Step 4: Assign property labels
You can assign a source property to each label by choosing from a menu of options. While this step isn't mandatory, having some property labels will improve the search relevance and ensure better search results for end users.
Step 5: Manage schema
On the Manage Schema screen, you can change the schema attributes associated with the properties, the options are Query, Search, Retrieve, and Refine. You also can add optional aliases, and choose the Content property.
Step 6: Manage search permissions
Azure Data Lake Gen 2
You can choose to ingest the Access Control Lists (ACLs) from your Azure Data Lake Gen 2 Storage account. When these search permissions are set, search content is trimmed based on the permissions of the user signed in Azure Active Directory. Alternatively, you can choose to make all the content indexed from your storage account visible to everyone in your organization. In this case, everyone in your organization will have access to all the data in your storage account.

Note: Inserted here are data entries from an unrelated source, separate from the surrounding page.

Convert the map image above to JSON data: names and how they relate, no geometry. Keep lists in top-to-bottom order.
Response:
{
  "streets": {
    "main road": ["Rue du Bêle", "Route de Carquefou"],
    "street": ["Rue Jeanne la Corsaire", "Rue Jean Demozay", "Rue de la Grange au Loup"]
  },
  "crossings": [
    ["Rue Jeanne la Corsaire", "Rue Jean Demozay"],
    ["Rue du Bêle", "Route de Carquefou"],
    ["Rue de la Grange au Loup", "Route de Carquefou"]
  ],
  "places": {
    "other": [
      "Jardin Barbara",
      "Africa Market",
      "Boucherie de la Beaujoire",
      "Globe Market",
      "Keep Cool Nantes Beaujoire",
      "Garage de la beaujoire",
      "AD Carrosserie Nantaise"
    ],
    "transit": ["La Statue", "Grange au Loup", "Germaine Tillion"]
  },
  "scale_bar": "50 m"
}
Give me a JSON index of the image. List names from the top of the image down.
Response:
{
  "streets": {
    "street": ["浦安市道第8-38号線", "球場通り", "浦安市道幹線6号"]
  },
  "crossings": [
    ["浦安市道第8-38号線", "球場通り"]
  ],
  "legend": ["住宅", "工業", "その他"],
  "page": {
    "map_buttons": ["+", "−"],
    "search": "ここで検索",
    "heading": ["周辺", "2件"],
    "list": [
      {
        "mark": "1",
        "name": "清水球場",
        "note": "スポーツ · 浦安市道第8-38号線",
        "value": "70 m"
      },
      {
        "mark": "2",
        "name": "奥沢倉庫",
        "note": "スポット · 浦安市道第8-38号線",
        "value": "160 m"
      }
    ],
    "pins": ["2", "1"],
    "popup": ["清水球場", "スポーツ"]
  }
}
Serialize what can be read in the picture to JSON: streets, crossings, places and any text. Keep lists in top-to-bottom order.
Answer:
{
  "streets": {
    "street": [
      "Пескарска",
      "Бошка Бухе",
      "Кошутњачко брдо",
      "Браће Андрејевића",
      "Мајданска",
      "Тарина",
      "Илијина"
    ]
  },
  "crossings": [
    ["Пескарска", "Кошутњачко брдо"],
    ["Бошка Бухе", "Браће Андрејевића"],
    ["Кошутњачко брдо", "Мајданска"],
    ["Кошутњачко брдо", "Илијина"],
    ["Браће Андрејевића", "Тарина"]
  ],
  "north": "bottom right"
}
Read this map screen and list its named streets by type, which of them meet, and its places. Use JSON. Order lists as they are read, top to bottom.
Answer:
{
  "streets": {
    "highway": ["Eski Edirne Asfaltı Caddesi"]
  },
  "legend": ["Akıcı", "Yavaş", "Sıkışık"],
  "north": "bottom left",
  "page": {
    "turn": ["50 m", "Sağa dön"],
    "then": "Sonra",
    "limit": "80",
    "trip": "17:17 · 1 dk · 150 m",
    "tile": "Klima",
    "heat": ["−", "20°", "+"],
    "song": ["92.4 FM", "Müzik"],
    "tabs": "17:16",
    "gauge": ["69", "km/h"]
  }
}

The Azure Data Lake Storage Gen2 Graph connector supports search permissions visible to Everyone, or Only people with access to this data source. Indexed data that appears in the search results could be visible to users in the organization who have access to each item.
Azure Blob Storage
For a connection to Azure Blob Storage, all the content indexed from the configured source is visible to everyone in your organization. Access control lists aren't supported at Blob level in Azure Blob Storage.
Step 7: Set the refresh schedule
On the Refresh Settings screen, you can set the incremental crawl interval and the full crawl interval. The default intervals for the Azure Data Lake Storage Gen2 connector are 15 minutes for an incremental crawl and one week for a full crawl.
Step 8: Review connection
Follow the general setup instructions.
Limitations
A published connection for Azure Blob Storage cannot be reconfigured for Azure Data Lake Storage Gen2 source and the other way around. In such scenarios, it's recommended to configure a new connection.
Also, the size of the files needs to be 4 MB or less for it to be crawled. File types currently supported are:
- Word (docx, .docm, .dotx, .dotm)
- PowerPoint (.pptm, .pptx, .potm, .potx, .ppam, .ppsm, .ppsx)
- Excel (.xlsx, .xlsm)
- Legacy Office formats (.doc, .dot, etc.)
- Text (.txt)
- HTML
Binary files like images (.jpg, .bmp, etc.) are not supported. For example, if a .docx file contains only images, it might be skipped because it didn't return any content.